根本委員長 これにて吉良君の質疑は終了いたしました。

 次に、大石あきこ君。

大石委員 れいわ新選組、大阪五区、大石あきこです。

 まず、岸田政権による今国会の予算案は異次元の少子化対策であると。でも、その実、異次元の売国棄民予算である、そのことをはっきりさせ、国民の皆さんにこのままでは駄目だと立ち上がっていただきたいと思い、質疑を行います。

 さて、本日は、岸田総理の棄民政策の中でも、学校の先生の予算をまた減らそうとしている問題についてです。

 先日、二月六日、予算委員会で永岡文科大臣に聞いたんですよ。教育現場で異次元の欠員が出ているんだ、それで、体育の先生が英語を教えている、そういう実態を知っていますかと聞いたんですよ。そうしたら、文科大臣は知らなかったんですよ。

 岸田総理は御存じですか。イエスかノーかでお答えください。

岸田内閣総理大臣 具体的な例について、伺っておりません。

大石委員 知らないでしょうね。

 今、教育現場では欠員だらけになっていて、パネル二のように、文科省も認識はしているんです。

 文科省の調査で、二〇二一年四月時点で配置予定だった教員のうち、二千五百五十八人が欠員で確保できなかった。実態は更にひどい数字なんですね。というのも、先ほど言ったように、体育の先生が英語を教えて欠員の穴埋めをしたらその欠員はカウントされないというルールなので、実際はこの二千五百五十八よりも欠員が多いんですけれども、この欠員を場当たり的にしのぐために、免許のない人に臨時免許を与え、そして又は、欠員のまま、生徒が学校内で待機生徒になっています。教員は授業に追われ、過労死レベルの残業、でも残業代は出ない、悪法、給特法の下で働かされている。とにかく、とんでもないことになっているんですね。

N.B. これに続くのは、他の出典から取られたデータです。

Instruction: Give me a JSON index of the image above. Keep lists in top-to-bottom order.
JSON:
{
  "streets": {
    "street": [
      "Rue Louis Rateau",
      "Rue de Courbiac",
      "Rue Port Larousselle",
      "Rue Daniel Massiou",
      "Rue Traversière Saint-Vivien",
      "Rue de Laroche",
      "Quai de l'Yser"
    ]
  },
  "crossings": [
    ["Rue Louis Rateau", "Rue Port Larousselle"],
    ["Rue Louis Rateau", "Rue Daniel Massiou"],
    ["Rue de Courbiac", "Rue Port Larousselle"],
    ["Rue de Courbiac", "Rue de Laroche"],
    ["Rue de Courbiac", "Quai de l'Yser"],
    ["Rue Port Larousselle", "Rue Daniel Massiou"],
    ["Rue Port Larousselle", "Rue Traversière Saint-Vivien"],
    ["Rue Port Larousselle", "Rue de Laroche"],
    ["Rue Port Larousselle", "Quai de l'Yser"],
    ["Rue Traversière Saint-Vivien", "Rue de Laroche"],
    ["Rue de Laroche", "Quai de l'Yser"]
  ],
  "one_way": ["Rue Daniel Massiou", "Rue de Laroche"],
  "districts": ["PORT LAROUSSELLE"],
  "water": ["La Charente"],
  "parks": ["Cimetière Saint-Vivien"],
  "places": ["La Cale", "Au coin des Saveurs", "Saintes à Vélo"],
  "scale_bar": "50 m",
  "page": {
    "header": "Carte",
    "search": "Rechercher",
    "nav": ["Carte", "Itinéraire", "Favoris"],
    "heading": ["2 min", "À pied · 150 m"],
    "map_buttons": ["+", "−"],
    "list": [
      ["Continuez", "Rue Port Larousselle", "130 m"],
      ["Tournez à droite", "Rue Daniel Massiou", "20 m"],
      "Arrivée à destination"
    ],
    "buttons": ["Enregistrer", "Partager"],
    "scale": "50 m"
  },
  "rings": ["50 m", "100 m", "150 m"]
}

 それで、この危機的な状況のときに岸田総理は何をしてくれたかなんですが、パネル三を見てください。政府の予算案、先ほど、二〇二一年四月に二千五百人を超える欠員の話をしていました。その翌年度、二〇二二年四月時点で三千三百二人の教員予算を削減しています。そして、今回の予算案、この四月から更に二千四百七十四人の教員予算を削減しようとしています。おかしくないですか。欠員が出ているのに、過労死レベルの残業実態なのに、教員予算を削減。

 防衛費は、四兆円増額しろとアメリカや資本家に言われたら、承知しましたとすぐ増額をやろうとして、でも、国内の学校現場は放置、切捨てなんですか。こんなの、棄民ですよね。前の国会でも総理に言いました。資本家の犬になったら駄目だと。あなたの飼い主は国民じゃないですかと。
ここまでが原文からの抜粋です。